◆ ASSIGNED TASK ◆
Each of the lines below must be restated exactly.

Collected data:
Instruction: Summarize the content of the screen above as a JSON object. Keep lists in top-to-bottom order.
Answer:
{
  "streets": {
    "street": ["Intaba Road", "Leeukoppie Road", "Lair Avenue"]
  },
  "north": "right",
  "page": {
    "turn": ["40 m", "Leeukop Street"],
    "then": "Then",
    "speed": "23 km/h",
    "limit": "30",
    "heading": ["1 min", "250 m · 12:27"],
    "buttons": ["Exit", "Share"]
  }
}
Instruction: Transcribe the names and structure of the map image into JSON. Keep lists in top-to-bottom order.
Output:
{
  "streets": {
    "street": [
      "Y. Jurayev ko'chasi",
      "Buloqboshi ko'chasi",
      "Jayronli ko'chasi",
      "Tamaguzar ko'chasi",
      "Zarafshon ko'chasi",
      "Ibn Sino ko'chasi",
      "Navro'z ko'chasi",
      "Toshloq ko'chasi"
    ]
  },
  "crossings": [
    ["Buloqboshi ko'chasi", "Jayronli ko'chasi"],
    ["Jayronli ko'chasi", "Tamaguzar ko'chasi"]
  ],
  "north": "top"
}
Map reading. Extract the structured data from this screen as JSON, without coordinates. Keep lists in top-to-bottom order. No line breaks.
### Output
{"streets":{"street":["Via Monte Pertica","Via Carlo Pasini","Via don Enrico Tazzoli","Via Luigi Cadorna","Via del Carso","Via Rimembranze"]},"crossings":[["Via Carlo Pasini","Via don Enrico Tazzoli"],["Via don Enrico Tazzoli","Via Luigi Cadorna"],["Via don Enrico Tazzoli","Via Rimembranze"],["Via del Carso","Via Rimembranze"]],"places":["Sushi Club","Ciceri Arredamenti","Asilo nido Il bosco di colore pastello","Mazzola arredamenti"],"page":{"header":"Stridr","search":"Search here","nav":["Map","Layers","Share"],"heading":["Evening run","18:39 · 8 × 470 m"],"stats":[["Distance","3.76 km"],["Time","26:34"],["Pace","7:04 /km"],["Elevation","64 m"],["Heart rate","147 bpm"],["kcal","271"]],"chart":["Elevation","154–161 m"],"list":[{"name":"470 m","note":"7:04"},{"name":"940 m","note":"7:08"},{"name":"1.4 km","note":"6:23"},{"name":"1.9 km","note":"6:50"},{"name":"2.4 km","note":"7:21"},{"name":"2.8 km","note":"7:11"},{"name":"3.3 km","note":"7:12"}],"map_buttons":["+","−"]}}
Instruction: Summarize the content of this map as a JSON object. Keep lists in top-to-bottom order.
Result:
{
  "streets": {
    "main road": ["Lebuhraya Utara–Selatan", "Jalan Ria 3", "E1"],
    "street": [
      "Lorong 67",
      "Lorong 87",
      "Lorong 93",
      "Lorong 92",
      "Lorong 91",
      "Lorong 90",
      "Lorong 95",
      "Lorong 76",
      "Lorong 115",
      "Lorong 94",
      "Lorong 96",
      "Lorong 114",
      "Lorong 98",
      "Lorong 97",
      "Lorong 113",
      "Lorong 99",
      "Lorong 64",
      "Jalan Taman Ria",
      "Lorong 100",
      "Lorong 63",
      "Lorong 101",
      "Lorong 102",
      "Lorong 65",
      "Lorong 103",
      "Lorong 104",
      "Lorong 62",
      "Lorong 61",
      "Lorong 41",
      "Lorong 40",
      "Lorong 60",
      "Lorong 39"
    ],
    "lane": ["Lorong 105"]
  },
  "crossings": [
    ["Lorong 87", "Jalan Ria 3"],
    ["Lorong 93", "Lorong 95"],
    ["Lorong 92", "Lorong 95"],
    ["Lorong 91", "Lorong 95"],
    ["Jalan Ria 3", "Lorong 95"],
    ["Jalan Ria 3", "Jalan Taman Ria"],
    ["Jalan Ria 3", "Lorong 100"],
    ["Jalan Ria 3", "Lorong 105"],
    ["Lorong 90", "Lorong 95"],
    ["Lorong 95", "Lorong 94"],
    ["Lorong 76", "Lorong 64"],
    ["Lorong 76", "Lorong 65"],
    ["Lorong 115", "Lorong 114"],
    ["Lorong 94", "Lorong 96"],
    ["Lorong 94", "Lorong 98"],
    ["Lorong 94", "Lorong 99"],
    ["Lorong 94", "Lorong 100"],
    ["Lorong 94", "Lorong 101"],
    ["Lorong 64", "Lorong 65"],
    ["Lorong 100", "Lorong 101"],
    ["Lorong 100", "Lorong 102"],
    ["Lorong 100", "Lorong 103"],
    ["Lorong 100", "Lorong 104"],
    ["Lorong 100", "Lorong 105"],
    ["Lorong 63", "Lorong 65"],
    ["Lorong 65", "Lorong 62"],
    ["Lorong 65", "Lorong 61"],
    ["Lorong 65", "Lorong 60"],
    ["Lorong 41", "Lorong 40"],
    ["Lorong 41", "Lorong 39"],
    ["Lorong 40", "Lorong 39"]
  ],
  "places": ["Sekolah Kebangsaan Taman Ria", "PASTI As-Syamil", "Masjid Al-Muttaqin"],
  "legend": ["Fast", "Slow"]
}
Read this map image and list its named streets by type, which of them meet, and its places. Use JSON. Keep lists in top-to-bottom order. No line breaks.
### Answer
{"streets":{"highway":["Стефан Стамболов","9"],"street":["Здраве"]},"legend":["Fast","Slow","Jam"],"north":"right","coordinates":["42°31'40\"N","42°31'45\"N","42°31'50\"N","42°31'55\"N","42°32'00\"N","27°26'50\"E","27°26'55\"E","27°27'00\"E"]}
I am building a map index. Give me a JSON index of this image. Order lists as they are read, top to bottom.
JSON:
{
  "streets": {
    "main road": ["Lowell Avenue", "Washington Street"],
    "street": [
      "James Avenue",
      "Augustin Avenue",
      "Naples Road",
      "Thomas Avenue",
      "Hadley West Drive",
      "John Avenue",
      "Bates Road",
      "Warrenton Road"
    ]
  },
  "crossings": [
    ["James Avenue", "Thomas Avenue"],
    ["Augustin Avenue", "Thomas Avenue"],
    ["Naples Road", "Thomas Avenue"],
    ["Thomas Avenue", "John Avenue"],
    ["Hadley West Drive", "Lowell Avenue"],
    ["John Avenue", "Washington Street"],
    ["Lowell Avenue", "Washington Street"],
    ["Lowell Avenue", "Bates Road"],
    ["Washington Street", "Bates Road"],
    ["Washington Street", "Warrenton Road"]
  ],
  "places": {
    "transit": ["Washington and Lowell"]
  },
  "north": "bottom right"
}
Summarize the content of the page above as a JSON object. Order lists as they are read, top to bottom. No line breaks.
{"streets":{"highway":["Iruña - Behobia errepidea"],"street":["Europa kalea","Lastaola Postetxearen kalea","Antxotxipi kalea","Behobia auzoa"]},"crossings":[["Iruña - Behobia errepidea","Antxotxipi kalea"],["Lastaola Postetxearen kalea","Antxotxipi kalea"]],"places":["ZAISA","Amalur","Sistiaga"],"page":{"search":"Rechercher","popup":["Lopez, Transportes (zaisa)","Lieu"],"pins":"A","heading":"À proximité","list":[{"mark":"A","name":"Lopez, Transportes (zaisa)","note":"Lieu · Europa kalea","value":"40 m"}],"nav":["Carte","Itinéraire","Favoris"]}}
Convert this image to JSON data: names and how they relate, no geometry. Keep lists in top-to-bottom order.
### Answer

◆ EXERCISE RESPONSE ◆
Instruction: Summarize the content of the screen above as a JSON object. Keep lists in top-to-bottom order.
Answer:
{
  "streets": {
    "street": ["Intaba Road", "Leeukoppie Road", "Lair Avenue"]
  },
  "north": "right",
  "page": {
    "turn": ["40 m", "Leeukop Street"],
    "then": "Then",
    "speed": "23 km/h",
    "limit": "30",
    "heading": ["1 min", "250 m · 12:27"],
    "buttons": ["Exit", "Share"]
  }
}
Instruction: Transcribe the names and structure of the map image into JSON. Keep lists in top-to-bottom order.
Output:
{
  "streets": {
    "street": [
      "Y. Jurayev ko'chasi",
      "Buloqboshi ko'chasi",
      "Jayronli ko'chasi",
      "Tamaguzar ko'chasi",
      "Zarafshon ko'chasi",
      "Ibn Sino ko'chasi",
      "Navro'z ko'chasi",
      "Toshloq ko'chasi"
    ]
  },
  "crossings": [
    ["Buloqboshi ko'chasi", "Jayronli ko'chasi"],
    ["Jayronli ko'chasi", "Tamaguzar ko'chasi"]
  ],
  "north": "top"
}
Map reading. Extract the structured data from this screen as JSON, without coordinates. Keep lists in top-to-bottom order. No line breaks.
### Output
{"streets":{"street":["Via Monte Pertica","Via Carlo Pasini","Via don Enrico Tazzoli","Via Luigi Cadorna","Via del Carso","Via Rimembranze"]},"crossings":[["Via Carlo Pasini","Via don Enrico Tazzoli"],["Via don Enrico Tazzoli","Via Luigi Cadorna"],["Via don Enrico Tazzoli","Via Rimembranze"],["Via del Carso","Via Rimembranze"]],"places":["Sushi Club","Ciceri Arredamenti","Asilo nido Il bosco di colore pastello","Mazzola arredamenti"],"page":{"header":"Stridr","search":"Search here","nav":["Map","Layers","Share"],"heading":["Evening run","18:39 · 8 × 470 m"],"stats":[["Distance","3.76 km"],["Time","26:34"],["Pace","7:04 /km"],["Elevation","64 m"],["Heart rate","147 bpm"],["kcal","271"]],"chart":["Elevation","154–161 m"],"list":[{"name":"470 m","note":"7:04"},{"name":"940 m","note":"7:08"},{"name":"1.4 km","note":"6:23"},{"name":"1.9 km","note":"6:50"},{"name":"2.4 km","note":"7:21"},{"name":"2.8 km","note":"7:11"},{"name":"3.3 km","note":"7:12"}],"map_buttons":["+","−"]}}
Instruction: Summarize the content of this map as a JSON object. Keep lists in top-to-bottom order.
Result:
{
  "streets": {
    "main road": ["Lebuhraya Utara–Selatan", "Jalan Ria 3", "E1"],
    "street": [
      "Lorong 67",
      "Lorong 87",
      "Lorong 93",
      "Lorong 92",
      "Lorong 91",
      "Lorong 90",
      "Lorong 95",
      "Lorong 76",
      "Lorong 115",
      "Lorong 94",
      "Lorong 96",
      "Lorong 114",
      "Lorong 98",
      "Lorong 97",
      "Lorong 113",
      "Lorong 99",
      "Lorong 64",
      "Jalan Taman Ria",
      "Lorong 100",
      "Lorong 63",
      "Lorong 101",
      "Lorong 102",
      "Lorong 65",
      "Lorong 103",
      "Lorong 104",
      "Lorong 62",
      "Lorong 61",
      "Lorong 41",
      "Lorong 40",
      "Lorong 60",
      "Lorong 39"
    ],
    "lane": ["Lorong 105"]
  },
  "crossings": [
    ["Lorong 87", "Jalan Ria 3"],
    ["Lorong 93", "Lorong 95"],
    ["Lorong 92", "Lorong 95"],
    ["Lorong 91", "Lorong 95"],
    ["Jalan Ria 3", "Lorong 95"],
    ["Jalan Ria 3", "Jalan Taman Ria"],
    ["Jalan Ria 3", "Lorong 100"],
    ["Jalan Ria 3", "Lorong 105"],
    ["Lorong 90", "Lorong 95"],
    ["Lorong 95", "Lorong 94"],
    ["Lorong 76", "Lorong 64"],
    ["Lorong 76", "Lorong 65"],
    ["Lorong 115", "Lorong 114"],
    ["Lorong 94", "Lorong 96"],
    ["Lorong 94", "Lorong 98"],
    ["Lorong 94", "Lorong 99"],
    ["Lorong 94", "Lorong 100"],
    ["Lorong 94", "Lorong 101"],
    ["Lorong 64", "Lorong 65"],
    ["Lorong 100", "Lorong 101"],
    ["Lorong 100", "Lorong 102"],
    ["Lorong 100", "Lorong 103"],
    ["Lorong 100", "Lorong 104"],
    ["Lorong 100", "Lorong 105"],
    ["Lorong 63", "Lorong 65"],
    ["Lorong 65", "Lorong 62"],
    ["Lorong 65", "Lorong 61"],
    ["Lorong 65", "Lorong 60"],
    ["Lorong 41", "Lorong 40"],
    ["Lorong 41", "Lorong 39"],
    ["Lorong 40", "Lorong 39"]
  ],
  "places": ["Sekolah Kebangsaan Taman Ria", "PASTI As-Syamil", "Masjid Al-Muttaqin"],
  "legend": ["Fast", "Slow"]
}
Read this map image and list its named streets by type, which of them meet, and its places. Use JSON. Keep lists in top-to-bottom order. No line breaks.
### Answer
{"streets":{"highway":["Стефан Стамболов","9"],"street":["Здраве"]},"legend":["Fast","Slow","Jam"],"north":"right","coordinates":["42°31'40\"N","42°31'45\"N","42°31'50\"N","42°31'55\"N","42°32'00\"N","27°26'50\"E","27°26'55\"E","27°27'00\"E"]}
I am building a map index. Give me a JSON index of this image. Order lists as they are read, top to bottom.
JSON:
{
  "streets": {
    "main road": ["Lowell Avenue", "Washington Street"],
    "street": [
      "James Avenue",
      "Augustin Avenue",
      "Naples Road",
      "Thomas Avenue",
      "Hadley West Drive",
      "John Avenue",
      "Bates Road",
      "Warrenton Road"
    ]
  },
  "crossings": [
    ["James Avenue", "Thomas Avenue"],
    ["Augustin Avenue", "Thomas Avenue"],
    ["Naples Road", "Thomas Avenue"],
    ["Thomas Avenue", "John Avenue"],
    ["Hadley West Drive", "Lowell Avenue"],
    ["John Avenue", "Washington Street"],
    ["Lowell Avenue", "Washington Street"],
    ["Lowell Avenue", "Bates Road"],
    ["Washington Street", "Bates Road"],
    ["Washington Street", "Warrenton Road"]
  ],
  "places": {
    "transit": ["Washington and Lowell"]
  },
  "north": "bottom right"
}
Summarize the content of the page above as a JSON object. Order lists as they are read, top to bottom. No line breaks.
{"streets":{"highway":["Iruña - Behobia errepidea"],"street":["Europa kalea","Lastaola Postetxearen kalea","Antxotxipi kalea","Behobia auzoa"]},"crossings":[["Iruña - Behobia errepidea","Antxotxipi kalea"],["Lastaola Postetxearen kalea","Antxotxipi kalea"]],"places":["ZAISA","Amalur","Sistiaga"],"page":{"search":"Rechercher","popup":["Lopez, Transportes (zaisa)","Lieu"],"pins":"A","heading":"À proximité","list":[{"mark":"A","name":"Lopez, Transportes (zaisa)","note":"Lieu · Europa kalea","value":"40 m"}],"nav":["Carte","Itinéraire","Favoris"]}}
Convert this image to JSON data: names and how they relate, no geometry. Keep lists in top-to-bottom order.
### Answer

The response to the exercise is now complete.